SUPREME COURT OF THE STATE OF NEW YORK Appellate Division, Fourth Judicial Department
November 10, 2011
DAVID M. GORDON, PLAINTIFF-APPELLANT-RESPONDENT,
LIN TV CORPORATION AND AL VAUGHTERS, DEFENDANTS-RESPONDENTS-APPELLANTS.
Appeal and cross appeal from an order of the Supreme Court, Erie County (Christopher J. Burns, J.), entered November 23, 2010 in a defamation action.
Gordon v Lin Tv Corp.
Decided on November 10, 2011
Appellate Division, Fourth Department
Published by New York State Law Reporting Bureau pursuant to Judiciary Law § 431.
This opinion is uncorrected and subject to revision before publication in the Official Reports.
PRESENT: SCUDDER, P.J., SMITH, SCONIERS, GORSKI, AND MARTOCHE, JJ.
The order granted the motion of defendants for summary judgment and dismissed the complaint.
It is hereby ORDERED that said cross appeal is unanimously dismissed and the order is affirmed without costs.

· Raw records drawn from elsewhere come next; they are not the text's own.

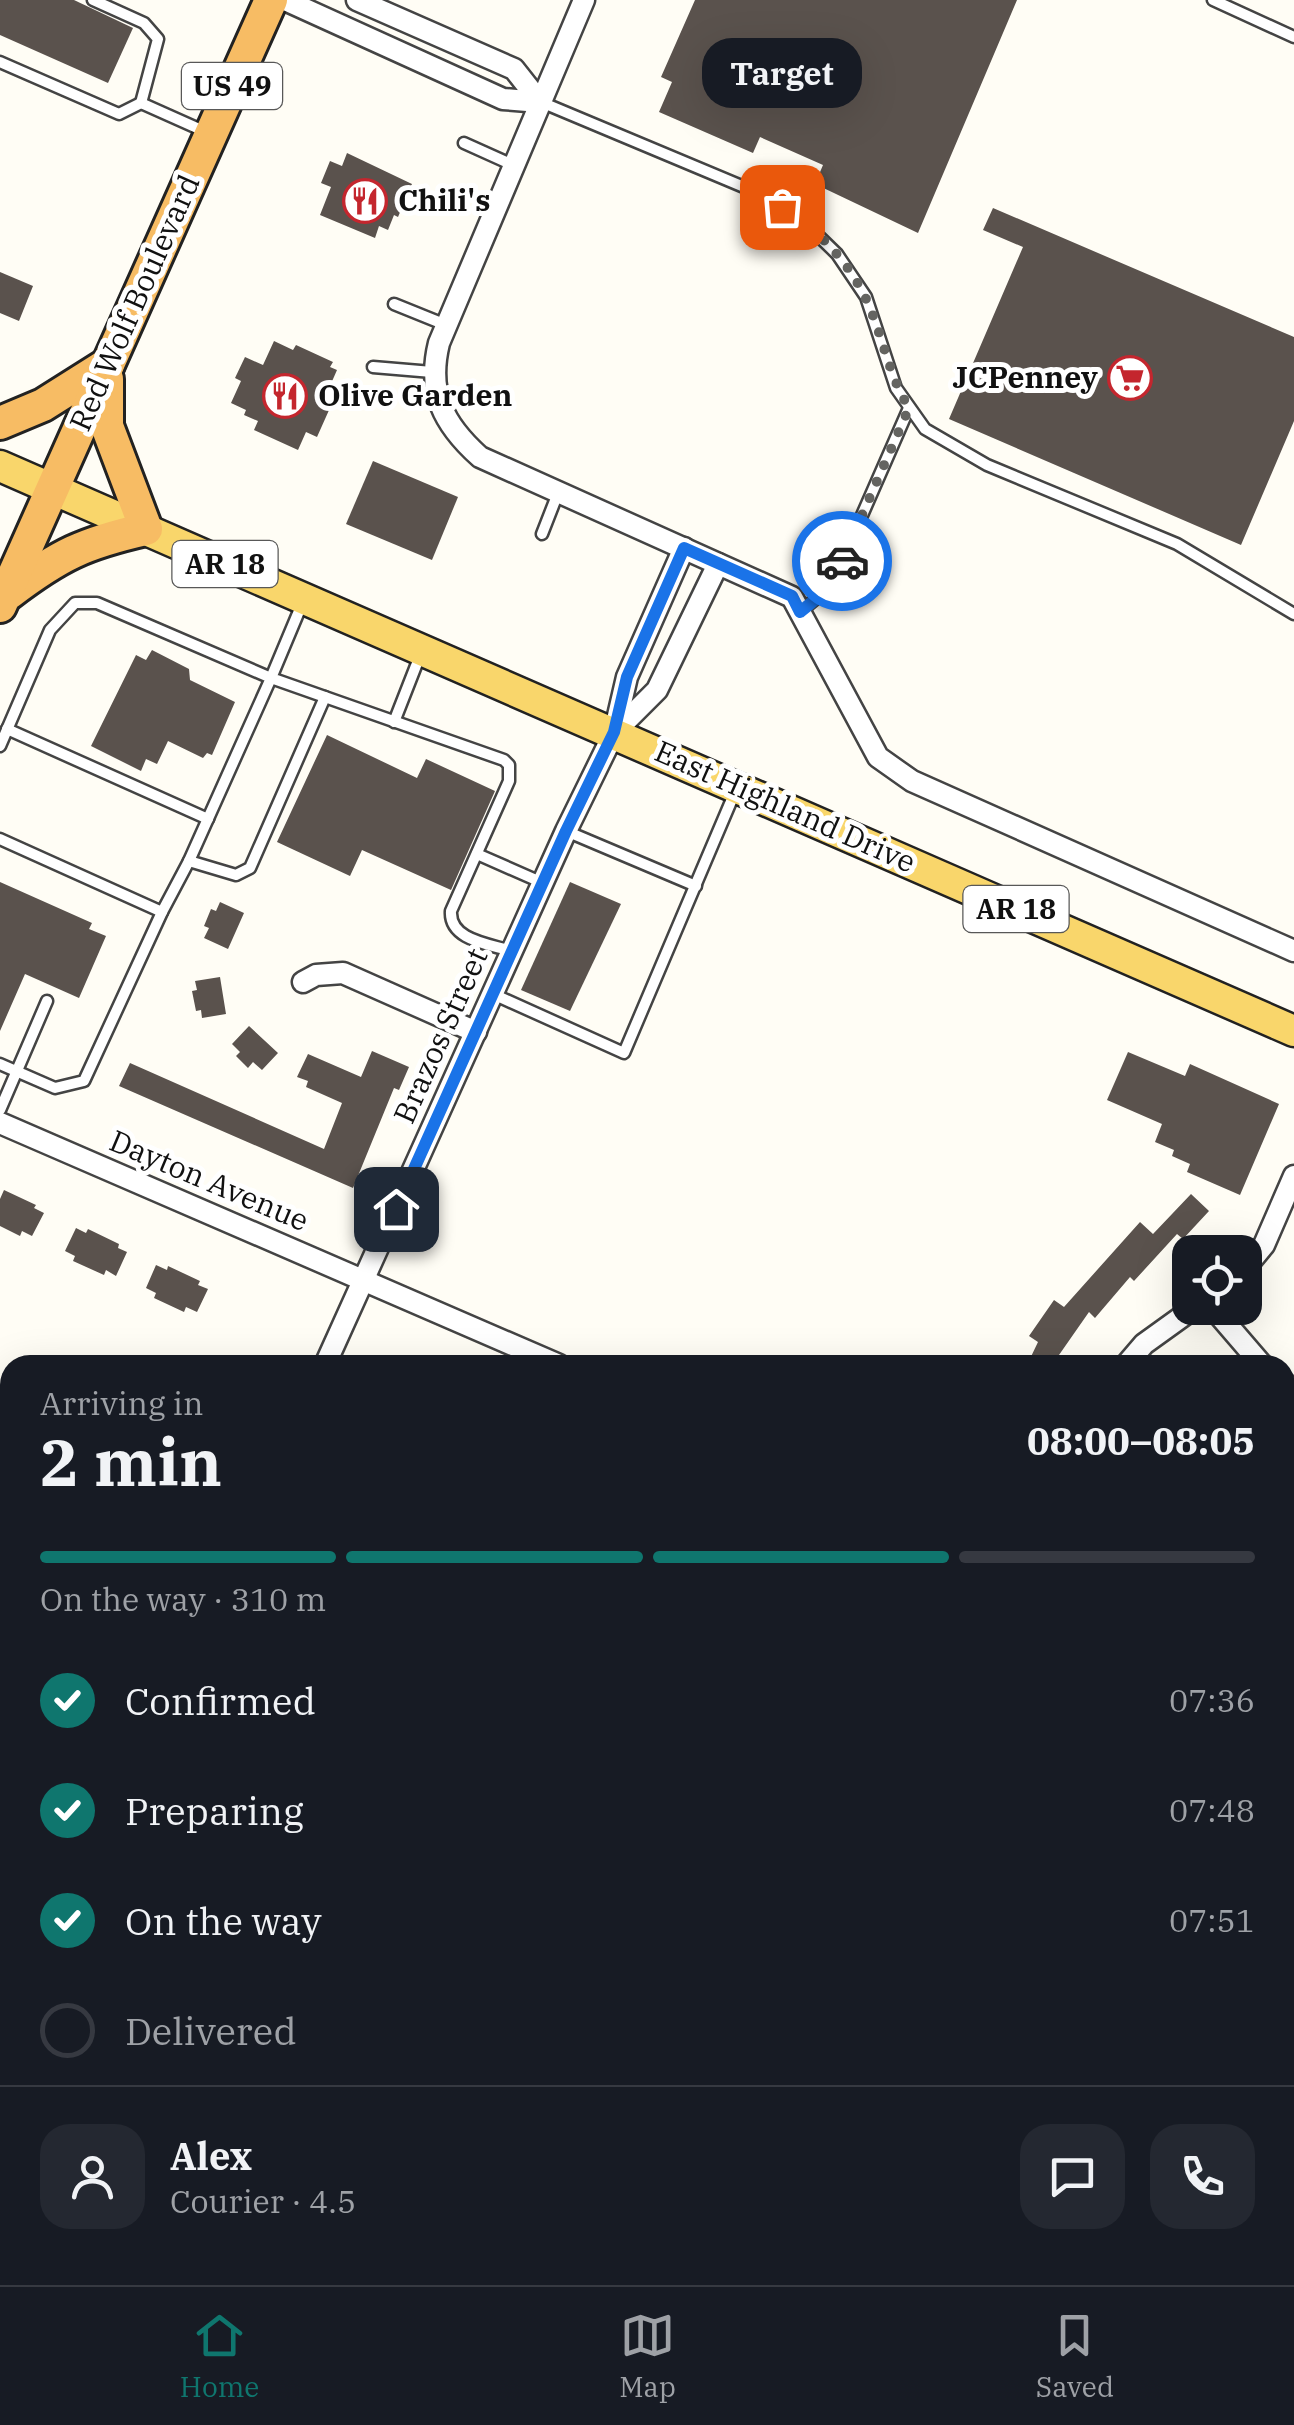 <!DOCTYPE html>
<html lang="en">
<head>
<meta charset="utf-8">
<style>
	:root { --surface:#171b24; --page:#242831; --text:#f1f3f6; --muted:#9ea1a6; --line:#363941; --accent:#0f766e }
	body { margin:0; font-family:"IBM Plex Serif",serif; background:var(--page); color:var(--text); height:100vh; display:flex; flex-direction:column; font-size:38px; white-space:nowrap }
	* { box-sizing:border-box; margin:0 }
	p { font-size:32px; color:var(--muted) }
	.icon { flex:none; width:55px; height:55px; fill:none; stroke:currentColor; stroke-width:2; stroke-linecap:round; stroke-linejoin:round }
	.map { position:relative; flex:1; overflow:hidden }
	.side { position:absolute; left:0px; top:1355px; width:1295px; height:930px; display:flex; flex-direction:column; background:var(--surface); border-radius:30px 30px 0 0; box-shadow:0 10px 40px #0002 }
	.side>* { flex:none }
	.controls { position:absolute; left:1172px; top:1235px; display:grid; gap:20px }
	.controls a { display:grid; place-items:center; width:90px; height:90px; border-radius:20px; background:var(--surface); box-shadow:0 10px 40px #0002; font-size:50px }
	.pin { position:absolute; display:grid; place-items:center; width:85px; height:85px; color:#fff; margin:-42px; border-radius:20px; box-shadow:0 5px 15px #0006 }
	.courier { position:absolute; display:grid; place-items:center; width:100px; height:100px; margin:-50px; border:8px solid #1a73e8; border-radius:50%; background:#fff; color:#222; box-shadow:0 2px 12px #0007 }
	.bubble { position:absolute; height:70px; border-radius:30px; background:var(--surface); box-shadow:0 10px 40px #0002; font-size:32px; font-weight:800; line-height:70px; text-align:center }
	.summary em { font-style:normal; font-weight:800 }
	.summary div { display:flex; flex-direction:column-reverse }
	.summary { display:flex; align-items:center; justify-content:space-between; height:170px; padding:0 40px }
	h1 { font-size:65px; font-weight:800; line-height:75px }
	.bar { display:grid; grid-template-columns:repeat(4,1fr); gap:15px 10px; align-content:center; height:120px; padding:0 40px }
	.bar i { height:12px; border-radius:8px; background:var(--line) }
	.bar .on { background:var(--accent) }
	.bar p { grid-column:span 4 }
	.line { display:flex; align-items:center; gap:25px; padding:0 40px; border-top:2px solid var(--line) }
	.line div { flex:1 }
	.round { display:grid; place-items:center; flex:none; width:105px; height:105px; border-radius:30px; background:var(--page) }
	ol { padding:0 40px; list-style:none }
	li { display:flex; align-items:center; gap:30px; height:110px }
	li p { margin-inline-start:auto }
	li .icon { padding:10px; border-radius:50%; background:var(--accent); color:#fff; stroke-width:4 }
	li:last-child { color:var(--muted) }
	li i { width:55px; height:55px; border:5px solid var(--line); border-radius:50% }
	.tab-bar { display:flex; justify-content:space-around; align-items:center; height:140px; border-top:2px solid var(--line); background:var(--surface); font-size:28px; color:var(--muted) }
	.tab-bar a { display:grid; justify-items:center; gap:5px }
	.tab-bar .on { color:var(--accent) }
	.map>svg:first-child { display:block }
	.building { fill:#5a524d }
	.lines { fill:none; stroke-linecap:round; stroke-linejoin:round }
	.service-casing { stroke:#444; stroke-width:15 }
	.minor-casing { stroke:#444; stroke-width:25 }
	.primary-casing { stroke:#222; stroke-width:35 }
	.trunk-casing { stroke:#222; stroke-width:38 }
	.service { stroke:#fff; stroke-width:10 }
	.minor { stroke:#fff; stroke-width:20 }
	.primary { stroke:#f9d66b; stroke-width:30 }
	.trunk { stroke:#f7bc64; stroke-width:32 }
	.done { stroke:#646461; stroke-width:10; stroke-dasharray:0 18 }
	.route { stroke:#1a73e8; stroke-width:12 }
	.labels { text-anchor:middle; stroke-width:10; stroke-linejoin:round; paint-order:stroke }
	.shield { fill:#fff; stroke:#585858; stroke-width:2.5 }
	.shield-label { font-size:28px; font-weight:bold; fill:#111 }
	.poi-label { font-size:30px; font-weight:bold; fill:#111; stroke:#fff; text-anchor:start }
	.street-label { font-size:30px; fill:#111; stroke:#fff }
</style>
</head>
<body>
<div class="map">
<svg width="1294" height="2285" viewBox="0 0 1294 2285">
	<rect width="100%" height="100%" fill="#fffdf5"/>
	<g class="building">
		<path d="M0 0H74L133 28 108 83 0 35Z"/>
		<path d="M695 0H1017L918 233 815 184 823 165 760 137 753 153 659 112 672 82 661 77Z"/>
		<path d="M347 153 412 184 398 217 394 215 388 230 379 226 375 238 320 215 331 187 321 183 330 161 342 166Z"/>
		<path d="M993 208 1294 337V421L1241 545 949 419 1023 247 983 230Z"/>
		<path d="M0 272 33 286 19 321 0 313Z"/>
		<path d="M274 341 293 350 296 345 333 362 330 367 337 370 330 386 338 390 317 437 306 432 298 450 254 430 258 421 244 415 246 410 231 403 241 381 235 378 245 357 263 365Z"/>
		<path d="M373 461 458 497 432 560 346 524Z"/>
		<path d="M152 650 189 669 190 680 235 702 212 755 207 753 203 758 168 741 157 764 146 759 141 771 91 746 136 655 146 660Z"/>
		<path d="M327 735 417 778 426 759 495 791 451 890 362 850 350 876 277 842Z"/>
		<path d="M0 882 92 923 89 929 106 936 79 998 25 974 0 1031Z"/>
		<path d="M570 882 621 904 570 1011 521 990Z"/>
		<path d="M220 902 244 913 228 949 204 938 209 928 204 926 211 909 216 911Z"/>
		<path d="M220 977 226 1014 202 1018 201 1010 196 1011 192 991 197 990 195 981Z"/>
		<path d="M249 1026 278 1053 262 1070 253 1062 248 1068 236 1056 240 1052 232 1044Z"/>
		<path d="M372 1051 409 1067 399 1090 394 1088 353 1188 119 1086 130 1063 324 1149 342 1103 306 1087 308 1081 297 1077 308 1054 361 1077Z"/>
		<path d="M1128 1052 1185 1076 1190 1064 1279 1104 1240 1195 1187 1172 1190 1164 1172 1156 1174 1150 1155 1142 1162 1124 1107 1100Z"/>
		<path d="M4 1190 36 1205 34 1208 44 1213 32 1236 22 1231 20 1236 0 1226V1199Z"/>
		<path d="M1191 1194 1209 1211 1183 1239 1177 1234 1134 1281 1130 1277 1095 1318 1089 1312 1052 1365H1027L1038 1342 1029 1336 1054 1300 1064 1307 1140 1222 1153 1234Z"/>
		<path d="M76 1228 86 1233 88 1229 119 1244 118 1248 127 1252 116 1276 106 1270 104 1275 73 1261 75 1256 65 1251Z"/>
		<path d="M156 1265 167 1270 168 1266 200 1281 198 1285 208 1289 197 1312 186 1307 184 1312 154 1298 156 1293 146 1288Z"/>
	</g>
	<g class="lines">
		<g class="service-casing">
			<g id="service">
				<path d="M93 0 144 23 158 39 141 103"/>
				<path d="M1213 0 1294 37"/>
				<path d="M0 62 119 114 141 103 206 132"/>
				<path d="M541 102 763 195 802 220 837 254 866 297 896 388 925 429 987 465 1177 544 1294 614"/>
				<path d="M464 143 513 165"/>
				<path d="M394 304 446 325"/>
				<path d="M373 367 432 372"/>
				<path d="M542 534 558 493"/>
				<path d="M302 604 271 678 504 760 509 765V781L451 911C449 940 489 944 511 951"/>
				<path d="M801 611 831 586 909 408"/>
				<path d="M394 722 421 653"/>
				<path d="M7 729 208 819"/>
				<path d="M0 746 50 630 75 603H97L271 678 189 861 162 912 0 839"/>
				<path d="M566 831 696 886"/>
				<path d="M477 854 543 883"/>
				<path d="M189 861 236 875 250 868 325 697"/>
				<path d="M493 994 624 1053 735 792"/>
				<path d="M0 1064 55 1088 84 1081 162 912"/>
				<path d="M0 1110 47 1001"/>
			</g>
		</g>
		<g class="minor-casing">
			<g id="minor">
				<path d="M285 0 503 99 540 102"/>
				<path d="M357 0 514 69 540 102"/>
				<path d="M584 0 439 343C427 392 443 424 480 457L792 597 878 757 912 781 1294 951"/>
				<path d="M616 731 657 690 718 564"/>
				<path d="M303 982 316 975 343 973 476 1032"/>
				<path d="M0 1123 559 1365"/>
				<path d="M1245 1268 1264 1245 1294 1176"/>
				<path d="M1213 1308 1262 1365"/>
				<path d="M325 1365 566 831 614 733 627 677 684 548"/>
				<path d="M1126 1365 1144 1344 1194 1308"/>
				<path d="M1285 1384 1294 1389"/>
				<path d="M0 1472 10 1476"/>
				<path d="M1285 1682 1294 1686"/>
				<path d="M0 1911 10 1916"/>
				<path d="M1285 1977 1294 1981"/>
				<path d="M0 2040 10 2026"/>
				<path d="M0 2168 10 2172"/>
				<path d="M243 2275 266 2285"/>
				<path d="M825 2285 830 2275"/>
			</g>
		</g>
		<g class="primary-casing">
			<path id="primary" d="M0 466 1294 1031"/>
		</g>
		<g class="trunk-casing">
			<g id="trunk">
				<path d="M0 423 43 405 108 364"/>
				<path d="M9 593C59 555 84 543 146 529L107 426V379"/>
				<path d="M0 606 271 0"/>
			</g>
		</g>
		<use href="#service" class="service"/>
		<use href="#minor" class="minor"/>
		<use href="#primary" class="primary"/>
		<use href="#trunk" class="trunk"/>
	</g>
	<g class="lines">
		<path class="done" d="M782 207C817 229 849 262 866 299 883 335 888 374 909 408L842 561"/>
		<path class="route" d="M396 1209 566 831 614 732 627 677 684 548 792 596 800 612 832 586 842 561"/>
	</g>
	<defs>
		<g id="restaurant-ring" transform="scale(2.25)"><circle r="9.5" fill="#fff" stroke="#c4262e" stroke-width="1.5"/><path d="M-5-6h1v4h1v-4h1v4h1v-4h1v5L-1.5 .5V6h-2V.5L-5-1ZM5-6V6H3V1.5H1.5Q1.5-4 5-6Z" fill="#c4262e"/></g>
		<g id="supermarket-ring" transform="scale(2.25)"><circle r="9.5" fill="#fff" stroke="#c4262e" stroke-width="1.5"/><path d="M-6-5.5h2.5l.6 2H6L4.5 2H-2.5L-4.4-4H-6ZM-1.5 3.2a1.3 1.3 0 1 0 .1 0ZM3 3.2a1.3 1.3 0 1 0 .1 0Z" fill="#c4262e"/></g>
	</defs>
	<g fill-rule="evenodd">
		<use href="#restaurant-ring" x="365" y="201"/>
		<use href="#supermarket-ring" x="1130" y="378"/>
		<use href="#restaurant-ring" x="285" y="396"/>
	</g>
	<g class="labels">
		<g class="shield">
			<rect x="182" y="63" width="100" height="46" rx="8"/>
			<rect x="172.5" y="541" width="105" height="46" rx="8"/>
			<rect x="963.5" y="886" width="105" height="46" rx="8"/>
		</g>
		<g class="shield-label">
			<text x="232" y="96">US 49</text>
			<text x="225" y="574">AR 18</text>
			<text x="1016" y="919">AR 18</text>
		</g>
		<g class="poi-label">
			<text x="398" y="211">Chili's</text>
			<text x="1098" y="388" text-anchor="end">JCPenney</text>
			<text x="318" y="406">Olive Garden</text>
		</g>
		<g class="street-label">
			<text transform="translate(135 303) rotate(-66)" y="10">Red Wolf Boulevard</text>
			<text transform="translate(785 807) rotate(24)" y="10">East Highland Drive</text>
			<text transform="translate(441 1036) rotate(-66)" y="10">Brazos Street</text>
			<text transform="translate(209 1181) rotate(23)" y="10">Dayton Avenue</text>
		</g>
	</g>
</svg>
<div class="controls">
<a><svg class="icon" aria-label="locate" viewBox="0 0 24 24"><circle cx="12" cy="12" r="6"/><path d="M12 2v4M12 18v4M2 12h4M18 12h4"/></svg></a>
</div>
<div class="pin" style="left:782px;top:207px;background:#ea580c"><svg class="icon" aria-label="bag" viewBox="0 0 24 24"><path d="M5 8h14l-1 12H6zM9 8a3 3 0 0 1 6 0"/></svg></div>
<div class="pin" style="left:396px;top:1209px;background:#1f2937"><svg class="icon" aria-label="home" viewBox="0 0 24 24"><path d="M3 11l9-7 9 7M6 9v11h12V9"/></svg></div>
<div class="courier" style="left:842px;top:561px"><svg class="icon" aria-label="car" viewBox="0 0 24 24"><path d="M5 17H2v-5l4-1 3-4h7l3 4 3 1v5h-3M9 17h6M6 11h13"/><circle cx="7" cy="17" r="2"/><circle cx="17" cy="17" r="2"/></svg></div>
<div class="bubble" style="left:702px;top:38px;width:160px">Target</div>
<section class="side">
<div class="summary"><div><h1>2 min</h1><p>Arriving in</p></div><em>08:00–08:05</em></div>
<div class="bar"><i class="on"></i><i class="on"></i><i class="on"></i><i></i><p>On the way · 310 m</p></div>
<ol>
<li><svg class="icon" aria-label="check" viewBox="0 0 24 24"><path d="M5 12l5 5 9-10"/></svg>Confirmed<p>07:36</p></li>
<li><svg class="icon" aria-label="check" viewBox="0 0 24 24"><path d="M5 12l5 5 9-10"/></svg>Preparing<p>07:48</p></li>
<li><svg class="icon" aria-label="check" viewBox="0 0 24 24"><path d="M5 12l5 5 9-10"/></svg>On the way<p>07:51</p></li>
<li><i></i>Delivered</li>
</ol>
<div class="line" style="height:180px"><a class="round"><svg class="icon" aria-label="person" viewBox="0 0 24 24"><circle cx="12" cy="8" r="4"/><path d="M4 21q1-7 8-7t8 7"/></svg></a><div><b>Alex</b><p>Courier · 4.5</p></div><a class="round"><svg class="icon" aria-label="chat" viewBox="0 0 24 24"><path d="M4 5h16v11H9l-5 4z"/></svg></a><a class="round"><svg class="icon" aria-label="phone" viewBox="0 0 24 24"><path d="M5 4h4l2 5-3 2q2 4 5 5l2-3 5 2v4C11 20 4 13 5 4z"/></svg></a></div>
</section>
</div>
<nav class="tab-bar">
<a class="on"><svg class="icon" aria-label="home" viewBox="0 0 24 24"><path d="M3 11l9-7 9 7M6 9v11h12V9"/></svg>Home</a>
<a><svg class="icon" aria-label="map" viewBox="0 0 24 24"><path d="M3 6l6-2 6 2 6-2v14l-6 2-6-2-6 2zM9 4v14M15 6v14"/></svg>Map</a>
<a><svg class="icon" aria-label="saved" viewBox="0 0 24 24"><path d="M7 4h10v16l-5-4-5 4z"/></svg>Saved</a>
</nav>
</body>
</html>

Memorandum: Plaintiff appeals and defendants cross-appeal from an order granting defendants' motion for summary judgment dismissing the complaint in this defamation action. We conclude at the outset that defendants are not aggrieved by the order dismissing the complaint and thus their cross appeal must be dismissed (see Town of Massena v Niagara Mohawk Power Corp., 45 NY2d 482, 488). According to plaintiff, defendant Al Vaughters misidentified plaintiff as the president of a bankrupt investment fund during an evening news television broadcast on a station owned and operated by defendant Lin TV Corporation. We conclude that defendants met their burden of establishing their entitlement to judgment as a matter of law inasmuch as they did not act "in a grossly irresponsible manner without due consideration for the standards of information gathering and dissemination ordinarily followed by responsible parties" (Chapadeau v Utica Observer-Dispatch, 38 NY2d 196, 199). As the Court of Appeals noted in Chapadeau, a limited number of errors in news reporting is inevitable (see id. at 200), and the fact that defendants corrected the mistake within the same broadcast demonstrates that they strived for accuracy (see Alicea v Ogden Newspapers, 115 AD2d 233, affd 67 NY2d 862). Because we conclude that defendants met their burden of demonstrating that they did not act in a grossly irresponsible manner, we do not address defendants' alternative ground for affirmance, i.e., that plaintiff was a limited purpose public figure and thus that the court should have applied the higher standard of demonstrating actual malice (see generally New York Times Co. v Sullivan, 376 US 254, 279-280).